Gardner's remarks focused on the importance of the residential education model. If we just let students live in dorms and got rid of the classes, he asked, would it be Plato's Academy or Lord of the Flies? Admittedly, he said, universities everywhere have "fallen far from the ideals" of residential higher education, but we must figure out ways of preserving its virtues while reducing its cost. "Cut the frills," he said. "We're not competing with Marriott." Hire teachers who want to teach, embrace distance learning, cut support staff and maintain communities with society's most admirable values.
Chief among those values is the opportunity to know people from different racial and social backgrounds, and in that regard both Gardner on Thursday and Hennessy on Wednesday night, when introducing Bowen, mentioned the affirmative action case pending before the U.S. Supreme Court.
Hennessy talked numbers when it came his turn to respond to Bowen on Thursday, and the numbers say that the list price of a university education is swiftly rising. It's rising more slowly than lawyers' rates, he acknowledged, but that's not saying much.
"We should all accept the premise that residential and liberal arts institutions are the gold standard," he said. "The challenge is how to preserve the gold standard," even accepting that there are various classes of gold. Maintaining and nurturing a diverse student body entails community centers and theme dorms and even mental health facilities, which are all desirable but expensive.
A few schools – very few – have huge endowments to offset the costs, but that's not a long-term solution, and it's no solution at all for public schools being devoured by publicly mandated expenditures, Hennessy said.
Too many research institutions
A central part of the problem – and Hennessy confessed he is "a pessimist that this problem is going to get fixed" – is research, a point with which Bowen and Gardner agreed.

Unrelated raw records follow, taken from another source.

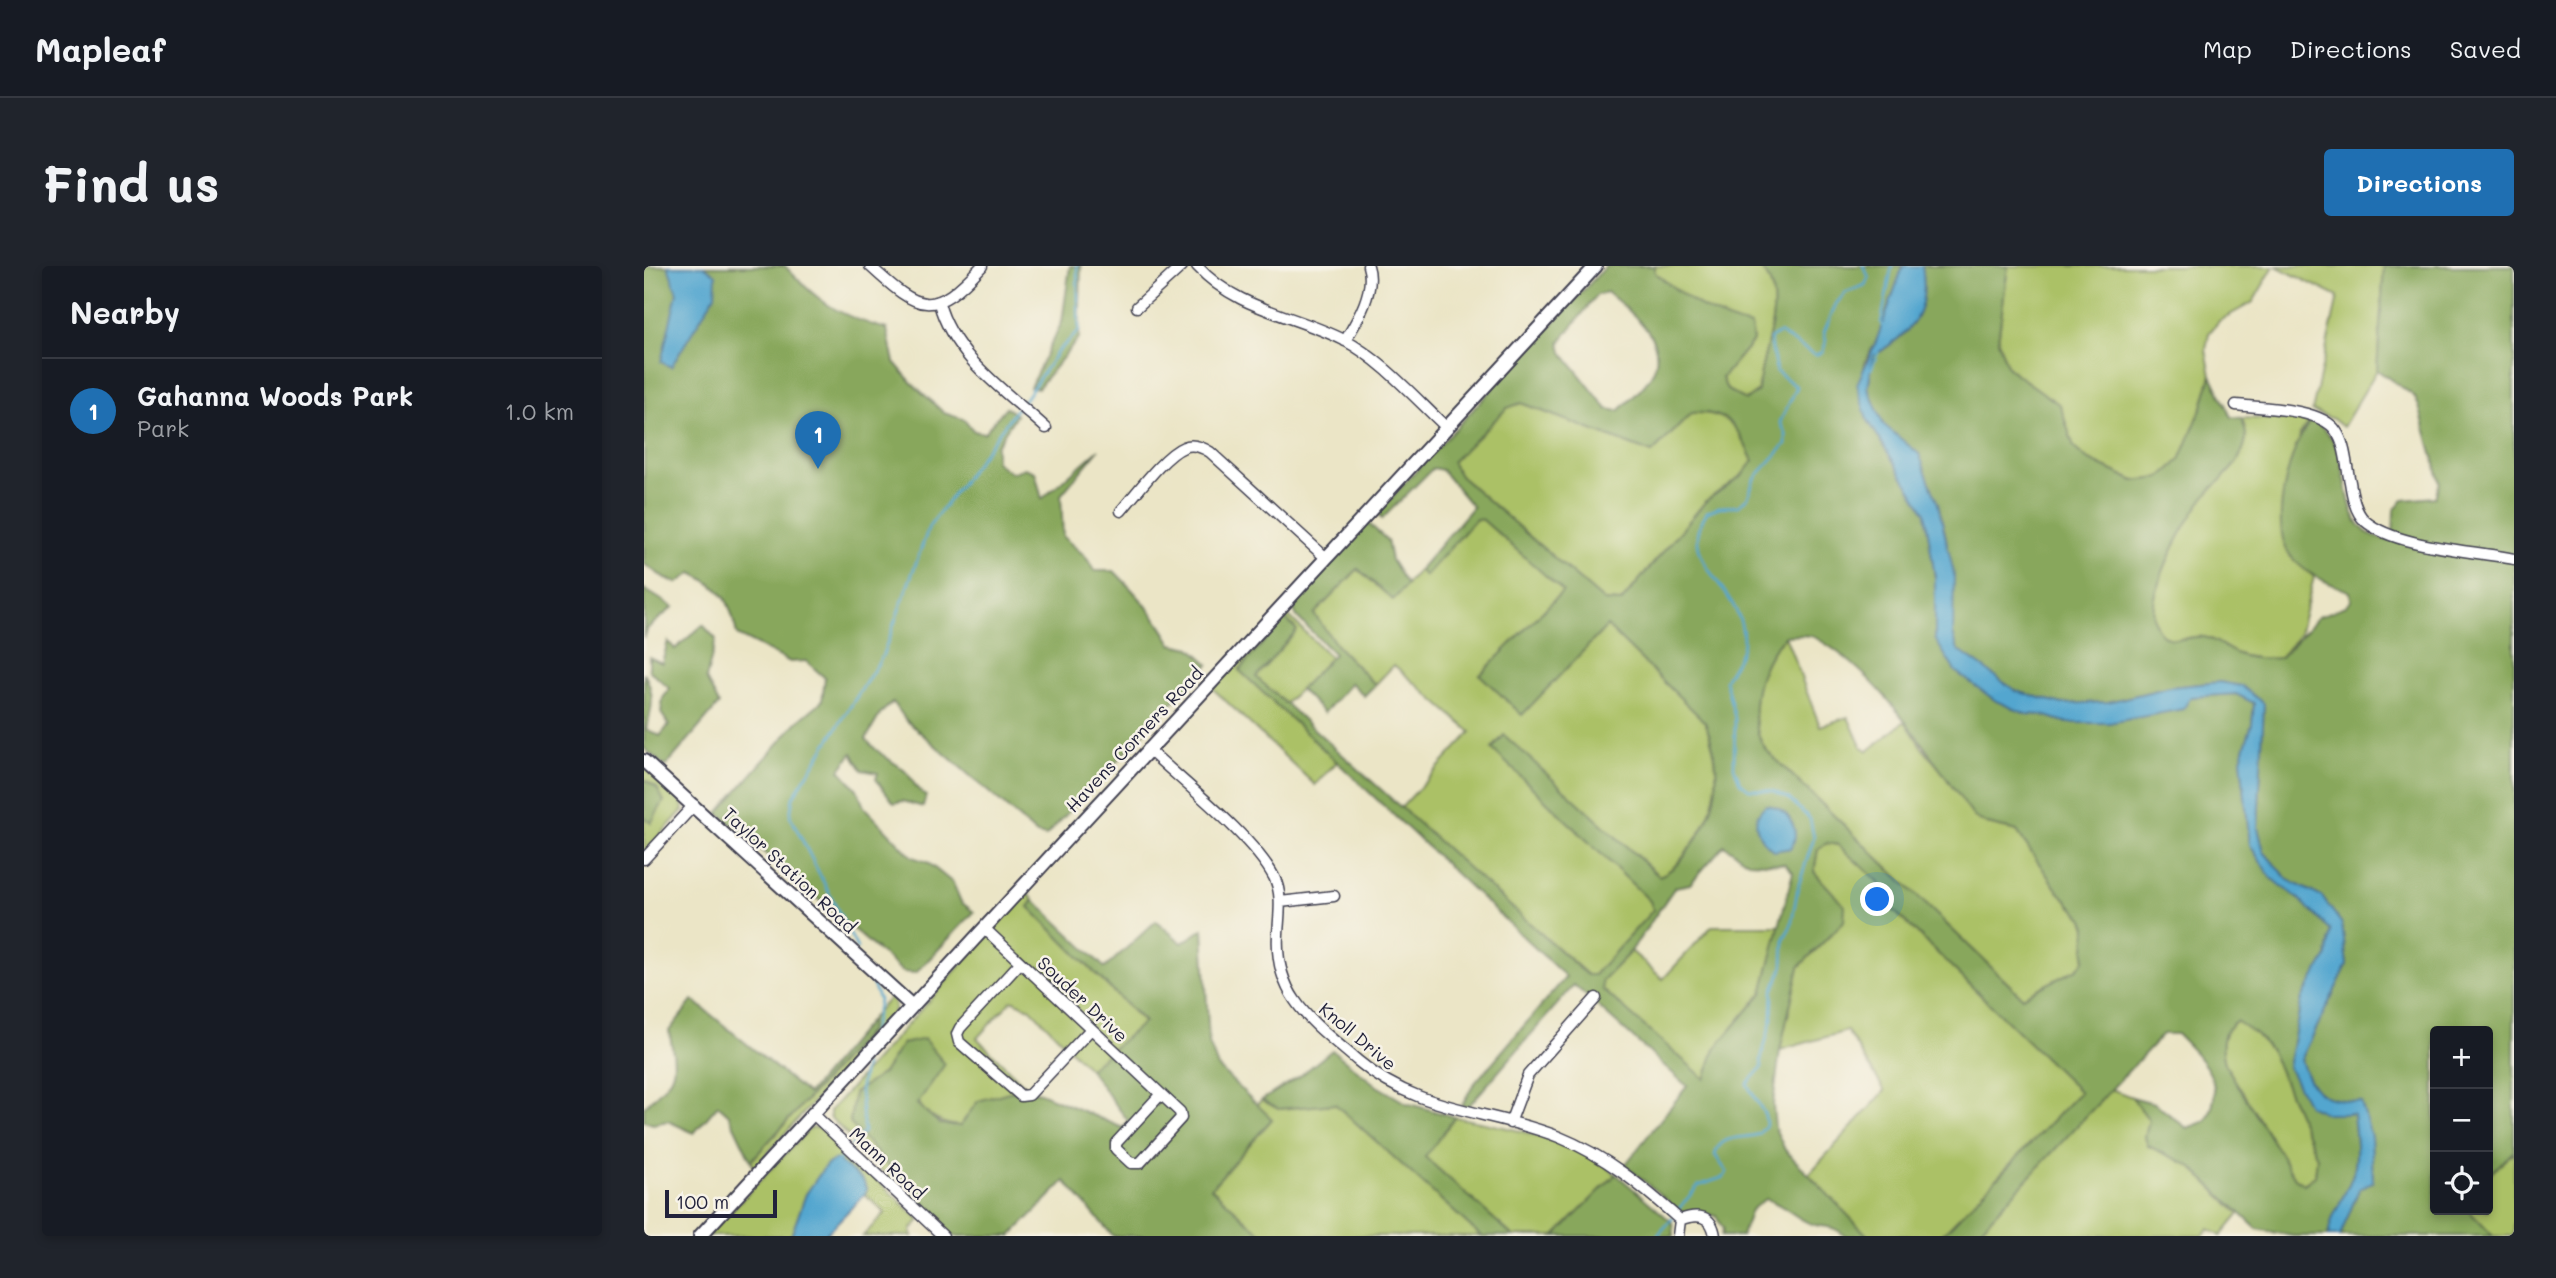 <!DOCTYPE html>
<meta charset="utf-8">
<style>
:root{--surface:#171b24;--page:#20242c;--text:#f1f3f6;--muted:#9ea1a6;--line:#363941;--accent:#1f6fb2}
body{margin:0;font-family:Mali,sans-serif;background:var(--page);color:var(--text)}
.controls{position:absolute;right:21px;bottom:21px;display:grid;overflow:hidden;border-radius:7px;box-shadow:0 4px 10px #0003}
.controls button{width:63px;height:63px;display:grid;place-items:center;padding:0;border:0;border-bottom:2px solid var(--line);background:var(--surface);color:var(--text);font:35px sans-serif}
.scale{position:absolute;left:21px;bottom:18px;width:112px;box-sizing:border-box;padding-left:7px;border:4px solid #22223b;border-top:0;font-size:19px;line-height:24px;white-space:nowrap;color:#22223b;-webkit-text-stroke:5px #f7f3e8;paint-order:stroke}
.you{position:absolute;left:1234px;top:634px;width:24px;height:24px;margin:-18px;border:5px solid #fff;border-radius:50%;background:#1a73e8;box-shadow:0 0 0 10px #1a73e833}
.badge{display:grid;place-items:center;width:46px;height:46px;border-radius:50%;background:var(--accent);color:#fff;font-size:23px;font-weight:700}
.pin{position:absolute;translate:-50% -58px;filter:drop-shadow(0 2px 4px #0008)}
.pin::after{content:'';position:absolute;top:37px;width:24px;height:21px;background:inherit;clip-path:polygon(0 0,100% 0,50% 100%)}
.list{margin:0;padding:0;list-style:none}
h2{display:flex;justify-content:space-between;align-items:center;height:91px;margin:0;padding:0 28px;font-size:30px}
h2 small{font-size:23px;font-weight:400;color:var(--muted)}
.list li{display:grid;grid-template-columns:46px 1fr auto;gap:21px;align-items:center;box-sizing:border-box;height:105px;padding:0 28px;border-top:2px solid var(--line)}
.list b{display:block;font-size:26px;white-space:nowrap}
.list p{margin:0;font-size:23px;white-space:nowrap;color:var(--muted)}
.list em{font-size:23px;font-style:normal;color:var(--muted)}
.icon{flex:none;width:38px;height:38px;fill:none;stroke:currentColor;stroke-width:2;stroke-linecap:round;stroke-linejoin:round}
.map{position:relative;flex:none;width:1870px;height:970px;overflow:hidden;border-radius:7px}
header{display:flex;align-items:center;gap:42px;box-sizing:border-box;height:98px;padding:0 35px;background:var(--surface);border-bottom:2px solid var(--line)}
header strong{font-size:33px}
nav{display:flex;gap:38px;margin-inline-start:auto;font-size:24px}
.intro{display:flex;align-items:center;justify-content:space-between;box-sizing:border-box;height:168px;padding:0 42px}
h1{margin:0;font-size:49px}
.button{padding:18px 32px;border-radius:7px;background:var(--accent);color:#fff;font-size:24px;font-weight:700}
main{display:flex;gap:42px;padding:0 42px}
aside{flex:1;background:var(--surface);border-radius:7px;box-shadow:0 4px 10px #0003}
.map>svg:first-child{display:block}
</style>
<header>
<strong>Mapleaf</strong>
<nav><a>Map</a><a>Directions</a><a>Saved</a></nav>
</header>
<div class="intro"><h1>Find us</h1><a class="button">Directions</a></div>
<main>
<aside>
<h2>Nearby<small></small></h2>
<ul class="list">
<li><span class="badge">1</span><div><b>Gahanna Woods Park</b><p>Park</p></div><em>1.0 km</em></li>
</ul>
</aside>
<div class="map">
<svg width="1870" height="970" viewBox="0 0 1870 970">
<rect width="100%" height="100%" fill="#f7f3e8"/>
<filter id="ink" filterUnits="userSpaceOnUse"><feTurbulence type="fractalNoise" baseFrequency=".0143" numOctaves="2"/><feDisplacementMap in="SourceGraphic" scale="14" xChannelSelector="R" yChannelSelector="G"/><feConvolveMatrix kernelMatrix="1 2 1 2 8 2 1 2 1" color-interpolation-filters="sRGB"/></filter>
<filter id="wash" filterUnits="userSpaceOnUse"><feTurbulence type="fractalNoise" baseFrequency=".00686" numOctaves="4" result="noise"/><feDisplacementMap in="SourceGraphic" scale="28" xChannelSelector="R" yChannelSelector="G"/><feGaussianBlur stdDeviation="1.57" result="paint"/><feColorMatrix in="noise" values="0 0 0 0 0 0 0 0 0 0 0 0 0 0 0 0 0 1.4 0 .05"/><feComposite in="paint" operator="in"/></filter>
<g filter="url(#wash)">
<rect width="100%" height="100%" fill="#ebe5c6"/>
<!-- green -->
<path fill="#abc166" stroke="#667250" stroke-width="2" d="M1011,0H1114C1148,28 1116,88 1114,125L1102,134L1083,124L1078,112L1109,75L1107,61C1067,52 1042,32 1011,7Z
M1364,0H1630L1609,36L1575,55L1565,67L1562,84L1567,109L1558,141L1537,194L1516,212L1491,215L1443,193L1430,182L1416,139L1364,102L1354,75Z
M1632,0H1740L1733,104L1699,161L1689,153L1668,145L1694,31Z
M877,137L1008,187L1048,147C1088,146 1093,162 1109,195L1098,209L1062,235L977,336L960,335L816,210L808,196L863,142Z
M1598,152L1667,154L1656,167L1646,290L1670,311L1655,368L1636,392C1623,393 1607,393 1594,388C1582,384 1573,374 1560,371C1546,369 1532,378 1519,369C1488,346 1542,255 1559,233C1576,211 1596,203 1602,173C1603,167 1599,158 1598,152Z
M832,253L839,254L919,325L837,409L878,448L963,360L1061,456C1080,504 1076,544 1043,585C1034,596 1029,605 1015,610L860,470L849,483L1006,635L1010,644L950,709H944L756,543L827,466L750,399L731,419L694,381L670,348L714,303L749,333L775,304L781,310Z
M637,348H643L687,392L640,439L611,411L652,364L595,404L693,496L671,519L567,421Z
M1141,370L1176,460L1204,451L1217,480L1224,485L1261,455L1278,482L1343,558L1373,565L1414,625L1440,653L1443,662L1440,694L1433,703L1378,731L1122,484C1100,451 1113,397 1141,370Z
M0,499C13,511 39,526 39,544L0,587V551L7,557L13,522L0,513Z
M1183,577L1194,579L1235,616L1237,632L1436,826L1297,970H1224L1163,910L1241,825L1203,765L1136,784L1155,701L1200,655V640L1170,606L1174,583Z
M382,626L390,634L385,641L500,757L445,803L386,742L368,734L333,772L382,821L334,835L316,860C267,855 268,818 258,778L239,807L210,827L206,857L249,905L263,931L186,851V845Z
M1068,660H1138L1118,727L1071,783L1061,814L959,724L957,716L987,685L1019,713Z
M248,729L251,740L249,748L110,902L107,895L225,766L227,753Z
M1593,755L1612,768L1627,785L1673,891L1671,910L1659,918L1651,912L1581,798C1577,781 1576,765 1593,755Z
M1467,823L1488,831L1505,854L1501,871L1504,880L1545,899L1595,948L1577,970L1565,963L1559,970H1330Z
M618,834L635,843L691,838L837,970H620L567,922L628,853L612,839Z
M811,851C868,863 925,871 972,908L911,970H869L780,891Z
M172,861L179,863L276,954L267,964L269,970H219L241,947L221,928L223,923L162,928L147,970H63L165,863Z
M1870,885V970H1849L1824,944H1844V910Z"/>
<!-- forest -->
<path fill="#88a75b" stroke="#55644b" stroke-width="2" fill-rule="evenodd" d="M0,0H141C175,37 195,50 243,63L250,96L268,117L300,147L319,153L330,165L340,167L362,141L372,149L352,180V196L367,207L381,202L391,206L398,233L455,183L417,229L419,271L441,290L451,305H470C493,328 512,349 528,378L547,382L565,398L402,570L393,568L262,454L249,436L237,447L222,473C233,488 248,494 261,505C270,513 268,521 282,530L279,541L259,535L250,537L232,513L234,507L218,504L208,487L196,504L213,523L220,541L268,591L283,596L309,617L317,636L330,646L272,707L259,706L74,547L152,457L178,435L181,412L162,395L146,396L93,369C86,335 81,323 48,307L34,317L22,313L0,298Z
M426,0H437L435,72L394,122L386,121L418,56Z
M962,0H1011V7C1042,32 1068,52 1107,60L1109,75L1078,112L1083,124L1102,134L1114,125C1116,88 1148,28 1114,0H1259L1232,76L1220,97L1222,151L1281,246L1291,311V345L1311,405L1352,435L1382,448L1399,449L1424,457L1539,443L1546,431L1592,428L1610,437L1608,458L1597,493L1606,579L1627,612L1655,633L1687,665L1683,690L1658,732L1644,801L1683,848L1709,847C1711,867 1715,889 1709,908C1702,930 1687,947 1684,970H1649L1613,963L1545,899L1504,880L1501,871L1505,854L1488,831L1510,837L1543,862L1562,855C1584,816 1559,795 1533,768H1519L1330,970H1297L1436,826L1237,632L1235,616L1194,579L1183,577L1174,583L1170,606L1201,640L1200,655L1155,701L1136,784L1129,839L1131,862L1141,884L1224,970H1201C1189,958 1180,963 1165,957C1148,950 1140,938 1121,933L1107,944L1098,970H1077L1079,963L1072,950L1054,945L1039,948L981,899L1043,820L930,719L823,842L818,839L829,819L922,711L595,404L641,352L653,364L612,411L943,709H950L1009,644L1006,635L848,483L860,469L1015,610C1029,605 1035,596 1044,585C1076,544 1080,504 1061,456L963,360L878,449L836,409L919,325L839,254L832,253L781,310L775,304L829,241L798,204L789,202L738,253L732,248ZM963,26C987,46 1026,74 1008,108C1001,122 985,134 975,145L963,143L918,86L916,76L953,29ZM877,137L1008,187L1048,147C1088,145 1093,162 1109,195L1098,209L1062,235L977,336L960,335L816,210L808,196L863,142ZM1141,370C1149,370 1165,367 1172,372C1241,411 1284,489 1330,551L1343,558L1373,565L1414,625L1440,653L1443,661L1440,694L1433,703L1378,731L1122,484C1100,451 1113,397 1141,370ZM1080,579L1104,596L1141,598L1149,606L1118,727L1071,783L1061,813L959,724L958,715L987,685L1031,621L1046,618ZM1592,755L1612,768L1627,785L1673,891L1671,910L1660,918L1651,912L1581,798C1577,782 1576,765 1592,755Z
M1278,0H1364L1354,75L1364,102L1416,139L1430,182L1443,193L1490,215L1516,212L1536,194L1558,141L1567,109L1587,151L1598,152C1599,158 1603,167 1602,173C1596,203 1576,211 1559,233C1542,255 1488,346 1519,369C1532,378 1546,369 1560,371C1573,374 1582,383 1594,388C1607,393 1623,393 1636,392L1674,351L1701,340L1707,334L1706,326C1683,316 1661,309 1646,289C1624,260 1646,179 1667,154C1715,176 1689,248 1727,269C1733,273 1742,273 1749,275L1750,244L1759,234L1791,231L1796,216L1775,140L1770,130L1733,104L1740,0H1870V885L1844,910V765H1791V944H1824L1849,970H1696L1715,923L1729,915L1727,871L1717,837C1679,832 1670,833 1657,794L1703,699L1698,658L1678,631L1644,614L1620,586L1614,562L1620,438L1576,416L1526,421L1464,436L1418,438L1372,425L1314,384L1309,368L1302,271L1294,238L1275,188L1239,159L1224,122L1229,90C1268,66 1286,49 1278,0Z
M724,257L743,274L747,294L763,319L749,334L714,303L670,348L694,381L731,419L720,430L707,417L680,447L656,423L690,388L653,351L647,338Z
M0,323L29,341L4,362L0,372Z
M59,359L72,373L62,413L75,438L22,500L19,499L0,482V407C11,427 9,442 2,463L16,470L25,459L17,447L19,432L26,423L5,404V391L18,397L24,375L31,383Z
M0,513L13,522L20,535L7,557L0,551Z
M390,634L461,702L512,655L538,677L559,663L565,777L574,801L628,853L567,922L620,970H469L421,915L367,970H305L263,931L249,905L206,857L210,827L239,807L258,778L280,773L301,798L273,838L296,858L316,860L334,835L382,821L479,862L484,855L445,803L500,756L385,641Z
M49,734L164,828L227,753L225,765L107,895L85,849L74,839L50,867L24,855L9,858L0,855V841C33,809 34,810 25,765Z
M688,784L733,820L762,837L811,851L781,891L869,970H837L691,838L634,843L618,834L656,810Z
M972,908L1029,957L1030,970H911Z"/>
<!-- water -->
<path fill="#53a6cf" stroke="#3a6485" stroke-width="2" d="M24,0H60L72,9L71,29L27,101L17,96L33,27Z
M1259,0H1278C1286,49 1268,65 1229,90L1224,122L1239,158L1275,188L1294,238L1310,308L1309,368L1314,384L1372,425L1418,438L1464,436L1526,421L1576,416L1598,420L1620,438L1614,562L1620,586L1644,614L1678,631L1698,658L1703,699L1657,794C1670,833 1679,832 1717,836L1727,871L1729,915L1715,923L1696,970H1684C1687,947 1702,930 1709,908C1715,890 1711,867 1709,848H1683L1664,839L1644,801L1658,732L1683,690L1687,665L1655,633L1627,612L1606,579L1597,493L1608,458L1610,437L1592,428L1547,431L1539,443L1465,457H1424L1399,449L1382,448L1352,435L1311,405L1291,373V311L1281,246L1222,151L1213,118L1232,76Z
M1122,539C1143,541 1158,563 1147,582L1130,585C1115,574 1103,554 1122,539Z
M192,893L219,914L223,923L221,928L180,970H147L162,928L182,899Z"/>
<g fill="none" stroke-linecap="round" stroke-linejoin="round">
<!-- stream -->
<path stroke="#53a6cf" stroke-width="2.5" d="M1239,62L1237,57L1248,0
M1227,103L1234,86
M378,137L414,85L435,65L433,0
M213,682L146,550L149,531L238,391L285,261L373,142
M224,707L235,734L226,778
M207,880L220,866L216,825L221,798
M194,896L202,885
M1032,946L1054,920L1080,911L1083,906L1071,889C1076,867 1099,874 1115,868L1122,859L1121,849L1103,818L1118,801L1117,793L1128,752L1129,725L1139,700L1140,672L1147,660L1154,621L1170,572L1166,553L1144,532L1129,525L1105,523L1096,516L1090,501L1091,452L1081,414C1087,402 1099,388 1099,374C1100,321 1029,297 1063,246L1075,241L1094,240L1104,231L1110,213L1142,178V168L1136,156L1153,121L1132,105L1126,73L1135,67L1171,89L1179,86L1182,75L1180,66L1192,38L1201,27L1221,19L1225,11L1219,0
M1013,970L1029,952"/>
</g>
</g>
<g filter="url(#ink)">
<g fill="none" stroke-linecap="round" stroke-linejoin="round">
<defs>
<path id="minor" d="M226,0C276,46 289,53 338,0
M553,0C593,44 649,48 700,74C738,94 771,132 802,161
M295,37C309,91 363,126 402,162
M493,41L538,0
M701,75C713,55 732,24 724,0
M1592,139C1618,142 1677,142 1692,165C1702,179 1702,200 1706,216C1708,229 1711,246 1721,255C1753,282 1829,284 1870,293
M477,245C492,228 520,189 540,181C549,177 558,181 566,186L681,291
M504,483C539,516 609,571 630,611C639,628 635,649 634,668C630,732 670,757 714,795C775,847 845,843 915,871C962,890 998,920 1036,954
M0,593L50,539
M636,636L690,630
M340,662L536,846L537,852L496,897H487L472,883V877L517,828
M376,697L316,762L313,768L315,776L377,830L385,829L447,763
M168,847L299,970
M866,857L884,809L952,732
M1036,954C1054,947 1068,949 1071,970
M1034,970L1036,954"/>
<path id="major" d="M0,495L268,740
M56,970L952,0"/>
</defs>
<!-- minor casing -->
<use href="#minor" stroke="#403f50" stroke-width="13"/>
<!-- major casing -->
<use href="#major" stroke="#403f50" stroke-width="16"/>
<!-- minor -->
<use href="#minor" stroke="#fff" stroke-width="10"/>
<!-- major -->
<use href="#major" stroke="#fff" stroke-width="12"/>
</g>
</g>
<g text-anchor="middle" dominant-baseline="central" stroke-width="5" stroke-linejoin="round" paint-order="stroke">
<!-- street labels -->
<g font-size="18" fill="#22223b" stroke="#f7f3e8">
<text transform="translate(490 473) rotate(-47)">Havens Corners Road</text>
<text transform="translate(146 604) rotate(43)">Taylor Station Road</text>
<text transform="translate(439 733) rotate(43)">Souder Drive</text>
<text transform="translate(714 770) rotate(40)">Knoll Drive</text>
<text transform="translate(244 897) rotate(43)">Mann Road</text>
</g>
</g>
</svg>
<div class="controls">
<button>+</button>
<button>−</button>
<button><svg class="icon" aria-label="locate" viewBox="0 0 24 24"><circle cx="12" cy="12" r="6"/><path d="M12 2v4M12 18v4M2 12h4M18 12h4"/></svg></button>
</div>
<div class="scale">100 m</div>
<div class="you"></div>
<div class="pin badge" style="left:174px;top:203px">1</div>
</div>
</main>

"We are trying to support too many institutions doing research," Hennessy said flatly. "We have to accept that we may not be able to afford that many research institutions." (That, Bowen remarked a few minutes later in an understatement, "is a very tough political problem.")
Engaging Bowen's question of the previous evening – do we have a cost crisis? – Hennessy said no, we have a cost problem. Where there's a crisis, he said, is in college completion, which hovers just over 50 percent in public schools. It's a bit higher for private schools, and plunges to 25 percent in the for-profit sector. And students who don't complete their education are often those carrying the greatest debt. They owe money and have nothing to show for it.
The public university model clearly is untenable, Hennessy said bluntly. "You just have to blow up the system."
As with the previous evening, the audience appeared captivated and worried, trying to get a handle on the tough choices ahead. Bowen's nonprofit organization for transformative educational technology is called Ithaka; he knows well that the journey will be long and winding.
"What will the university look like 10 years from now" once all the changes shake down, asked Daphne Koller, one of the commentators for a discussion session today, which will be devoted to online education. Koller, a cofounder of the online education hosting company Coursera, is on leave from her position as a professor of computer science at Stanford. (This morning's discussion session will take place from 10 a.m. until noon in the Lucas Conference Room in the SIEPR-Landau Economics Building.)
"Ten years is not enough," Bowen replied. "Things will be all over the map. No single paradigm will emerge from all this."
The Tanner Lectures at Stanford are hosted by the Bowen H. McCoy Family Center for Ethics in Society and the President's Office.